Des souvenirs d'instants vécus (ou désirés) avec son compagnon Guillaume, décédé depuis. Ce n’est pas un pèlerinage puisque plusieurs étapes sont nouvelles. Et pourtant le voyage rappelle d’autres moments. Je me dis que les souvenirs, c’est un peu comme ce papillon qui ressemble à une petite feuille sèche, invisible sur le sol, le bois, la pierre. Lorsqu’il s’ouvre, il dévoile un intérieur bleu de lapis-lazuli, marbré de jaune, offrande fugitive d’une merveille, puis il se referme, très vite, à nouveau insoupçonnable de beauté (p. 59).
Guillaume s’était comme pris de passion pour le destin d’un homme qui, père d’une enfant "différente" n’avait eu de cesse de l’ouvrir au monde, en cultivant avec elle un jardin. Il avait raconté son histoire dans un livre (unique) et était devenu pour Guillaume l’homme qu’il aurait voulu serrer dans ses bras, et le livre était son feu, son lieu (p. 49). D’un certain Julien Lancelle, intitulé Quelques éden, lettres à ma fille, 1956
Alice ne rouvre pas ce livre qu’elle a emmené avec elle pour le déposer à Zagreb mais elle nous en donne régulièrement quelques pages (à partir de p. 55-57) après avoir longuement présenté le personnage, car il s’agit très probablement d’une fiction inventée pour l’occasion (ce qui justifie d’ailleurs une fin surprenante).

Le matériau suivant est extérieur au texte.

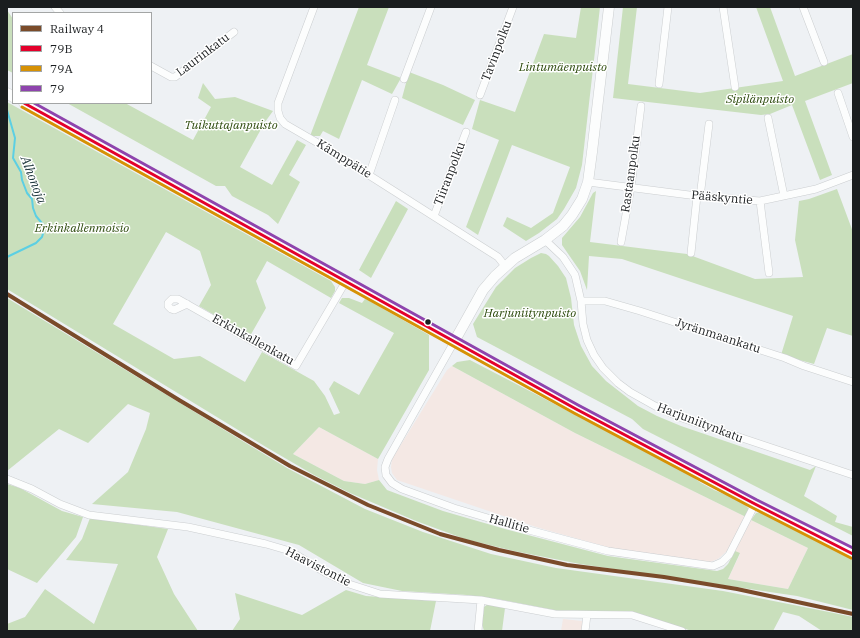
<!DOCTYPE html>
<meta charset="utf-8">
<style>
body{margin:0}
#map{position:relative;width:860px;height:638px;overflow:hidden;background:#eef1f4;font-family:"IBM Plex Serif",serif}
canvas{display:block}
.frame{position:absolute;inset:0;border:8px solid #1a1d1f;pointer-events:none}
.legend{position:absolute;left:12px;top:12px;width:140px;height:92px;box-sizing:border-box;background:#fff;border:1px solid #a3a5a5;margin:0;padding:5px 7px;list-style:none;font-size:12px;color:#1a1d1f}
.legend li{display:flex;align-items:center;gap:8px;height:20px}
.legend b{width:20px;border:1px solid #a3a5a5}
</style>
<div id="map">
<canvas width="860" height="638"></canvas>
<div class="frame"></div>
<ul class="legend">
<li><b style="height:5px;background:#7a4b2a"></b>Railway 4</li>
<li><b style="height:5px;background:#e4002b"></b>79B</li>
<li><b style="height:5px;background:#d69105"></b>79A</li>
<li><b style="height:5px;background:#8e44ad"></b>79</li>
</ul>
</div>
<script>
const context = document.querySelector('canvas').getContext('2d');
context.lineJoin = 'round';
function paint(path, color) { context.fillStyle = color; context.fill(path, 'evenodd'); }
const poly = rows => new Path2D(rows.map(r => 'M' + r).join(''));
function strokePath(path, color, width, dash) { context.strokeStyle = color; context.lineWidth = width; context.lineCap = dash ? 'butt' : 'round'; context.setLineDash(dash || []); context.stroke(path); }
function write(font, color, halo, rows, align = 'center') {
  context.font = font + ' "IBM Plex Serif",serif'; context.lineWidth = 3; context.setLineDash([]); context.textBaseline = 'middle'; context.strokeStyle = halo; context.fillStyle = color; for (const [text, x, y, turn = 0] of rows) {
    context.save(); context.translate(x, y); context.rotate((+turn || 0) * Math.PI / 180); context.textAlign = isNaN(turn) ? turn : align; if (halo) context.strokeText(text, 0, 0); context.fillText(text, 0, 0); context.restore();
  }
}
const industrial = poly([
 [452,366,575,433,746,517,728,550,718,559,710,562,614,549,536,527,397,480,392,473,391,467,392,459,447,370],
 [319,427,378,459,377,470,379,480,365,484,344,481,293,454],
 [751,520,808,548,788,589,728,579,740,554,735,551],
 [563,619,582,621,584,624,583,631,561,631]
]);
const green = poly([
 [359,7,389,7,367,65,401,78,392,94,362,80,339,139,323,131,320,136,310,136],
 [581,7,600,7,582,165,576,188,564,209,557,219,539,233,526,241,503,226,507,217,531,228,553,213,570,167,512,145,478,235,466,227,499,140,472,129,480,100,515,112,544,34,576,38],
 [623,7,637,7,628,84,700,93,783,81,756,7,770,7,795,76,853,54,853,83,805,101,832,175,820,180,792,105,770,114,761,115,613,98],
 [7,10,13,19,13,73,7,70],
 [409,72,443,85,475,100,463,125,402,98],
 [203,83,215,99,235,97,273,111,265,122,240,167,272,185,297,140,306,145,289,175,300,182,278,224,268,215,232,196,225,186,216,186,67,103,125,103,193,140,211,107,198,98],
 [7,102,331,281,335,287,335,291,331,298,267,261,256,281,266,308,250,336,199,306,211,285,200,251,166,232,113,324,174,359,200,356,245,382,262,352,314,381,325,396,334,415,340,413,329,389,334,381,359,395,394,333,339,303,342,298,349,298,362,303,365,299,368,300,429,335,429,370,378,459,319,427,293,454,344,481,365,484,379,480,387,490,443,511,505,529,608,556,717,571,723,569,728,564,735,551,740,553,728,579,788,589,808,548,751,520,756,513,760,512,853,558,853,610,797,596,580,564,514,551,465,539,416,521,350,493,314,475,266,447,7,289],
 [837,189,853,232,853,336,827,328,814,364,781,355,793,316,622,259,589,256,587,290,580,271,562,245,562,238,580,217,593,193,596,191,590,242,687,254,755,279,803,277,795,240,799,201,809,199],
 [396,201,408,209,371,278,359,270],
 [541,253,546,254,549,256,558,266,566,278,571,298,574,325,581,346,592,366,606,381,638,406,657,416,681,426,810,470,816,466,804,496,837,516,835,522,853,527,853,536,643,429,632,419,477,337,473,324,496,287,515,268,531,258],
 [7,298,287,468,365,509,423,532,491,554,556,568,723,591,829,612,853,617,853,631,822,631,799,616,783,612,773,631,692,631,632,612,620,611,588,613,559,611,497,599,467,595,402,591,363,583,299,545,177,512,92,504,128,472,146,429,150,413,128,404,88,443,59,429,7,471],
 [470,360,689,474,701,483,714,490,742,501,748,508,748,512,746,517,575,433,452,366,457,362],
 [7,484,20,488,62,511,83,517,76,537,37,583,7,569],
 [90,518,168,529,157,557,174,594,198,631,7,631,7,624,25,617,45,589,94,624,118,564,66,560,82,539],
 [346,590,366,596,436,601,430,631,232,631,240,619,235,593,302,615],
 [488,604,505,608,502,631,484,631,482,624,484,607]
]);
const stream = poly([
 [7,110,15,138,13,158,21,172,22,180,27,193,32,199,33,208,36,216,45,227,42,237,36,243,7,257]
]);
const street = poly([
 [55,7,60,13],
 [314,7,278,103,278,111,280,118,285,124,323,146,498,257,505,266],
 [723,7,735,87],
 [803,7,824,62],
 [151,66,171,77,175,77,234,32],
 [404,79,431,7],
 [659,84,668,7],
 [838,93,853,137],
 [480,95,513,7],
 [768,118,784,196],
 [369,175,395,100],
 [588,182,697,196,760,201,816,189,853,175],
 [700,197,709,124],
 [760,201,769,273],
 [434,216,466,132],
 [545,240,563,257,575,275,581,301,583,324,587,340,594,355,603,368,618,383,630,392,655,406,682,418,853,475],
 [621,242,631,187,641,106],
 [691,253,697,196],
 [581,301,605,301,640,311,785,358,804,366,853,382],
 [187,304,174,310,171,309,168,306,168,303,172,299,178,299,296,366,346,281],
 [454,342,388,459,385,467,386,475,392,483,402,489,454,508,525,529,608,551,713,566,722,562,729,555,755,504],
 [7,479,32,489,60,504,89,515,188,527,266,544,290,551,326,573,349,584,380,594,481,600,555,614,632,615,682,631],
 [478,631,481,600],
 [585,631,587,615]
]);
const secondary = poly([
 [7,93,13,97],
 [24,103,576,409,755,504,853,554],
 [454,342,483,290,495,276,515,258,545,240,563,226,572,215,582,199,588,182,592,152,609,7]
]);
const bus1 = poly([
 [24,103,576,409,755,504,853,554]
]);
const bus2 = poly([
 [22,107,574,413,753,508,851,558]
]);
const bus3 = poly([
 [34,103,578,405,757,500,853,548]
]);
const rail1 = poly([
 [7,294,179,400,290,466,368,505,440,534,499,550,567,565,664,577,737,589,853,614]
]);
const markers = [
 [428,322,3.5,"#1a1d1f"]
];
const streetNames = [
 ["Tavinpolku",497,51,-69],
 ["Laurinkatu",203,55,-37],
 ["Kämppätie",344,159,32],
 ["Tiiranpolku",450,174,-69],
 ["Rastaanpolku",631,174,-82],
 ["Pääskyntie",722,198,5],
 ["Jyränmaankatu",718,336,18],
 ["Erkinkallenkatu",253,340,29],
 ["Harjuniitynkatu",700,423,21],
 ["Hallitie",509,524,16],
 ["Haavistontie",318,567,27]
];
const parkNames = [
 ["Lintumäenpuisto",563,68],
 ["Sipilänpuisto",760,100],
 ["Tuikuttajanpuisto",231,126],
 ["Erkinkallenmoisio",82,229],
 ["Harjuniitynpuisto",530,314]
];
const waterNames = [
 ["Alhonoja",33,180,69]
];
paint(industrial, '#f4e8e4');
paint(green, '#c9dfbc');
strokePath(stream, '#5ccfe3', 2);
strokePath(street, '#cbced0', 8);
strokePath(secondary, '#cbced0', 11);
strokePath(street, '#fcfdfd', 7);
strokePath(secondary, '#fcfdfd', 10);
strokePath(bus1, '#e4002b', 3);
strokePath(bus2, '#d69105', 3);
strokePath(bus3, '#8e44ad', 3);
strokePath(rail1, '#7a4b2a', 4);
for (const [x, y, r, color] of markers) { const dot = new Path2D(); dot.arc(x, y, r, 0, 2 * Math.PI); context.fillStyle = color; context.fill(dot); strokePath(dot, '#fff', 1.5); }
write('12px', '#1a1d1f', '#fff', streetNames);
write('italic 12px', '#2d4b0d', '#fff', parkNames);
write('italic 13px', '#233b40', '#fff', waterNames);
</script>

C’est aussi parce qu’elle insiste, dans les dernières pages, sur l’existence du Musée des relations rompues, bel et bien ouvert en 2010 à Zagreb qu’il est d’autant plus évident que le roman de Julien Lancelle est le fruit de sa propre création.
Le contraste entre la voix de ce papa, devant faire le deuil de l’enfant idéal tout en en célébrant l’existence et celui de cette femme devant accepter la perte de son compagnon est à la fois doux et fort, sensible et puissant. Le pouvoir d’un livre pour se délivrer n’est pas nouveau mais il est traité avec originalité et de belle manière.

Les descriptions que fait Gaëlle Josse sont économes de mots mais pas de sensualité. Elle restitue l’essentiel de la Chambre des époux de Mantoue (p. 82), témoignant encore une fois qu’elle possède un œil de photographe. Il m’a manqué cependant des images pour visualiser cette oeuvre comme d’ailleurs la Corbeille de fruits (en italien Canestra di frutta) du Caravage, même s’il est facile aujourd’hui de naviguer sur la toile pour compenser la frustration et apprendre que cette nature morte (sic) a été peinte entre 1594 et 1602, et est conservée à la pinacothèque Ambrosienne de Milan.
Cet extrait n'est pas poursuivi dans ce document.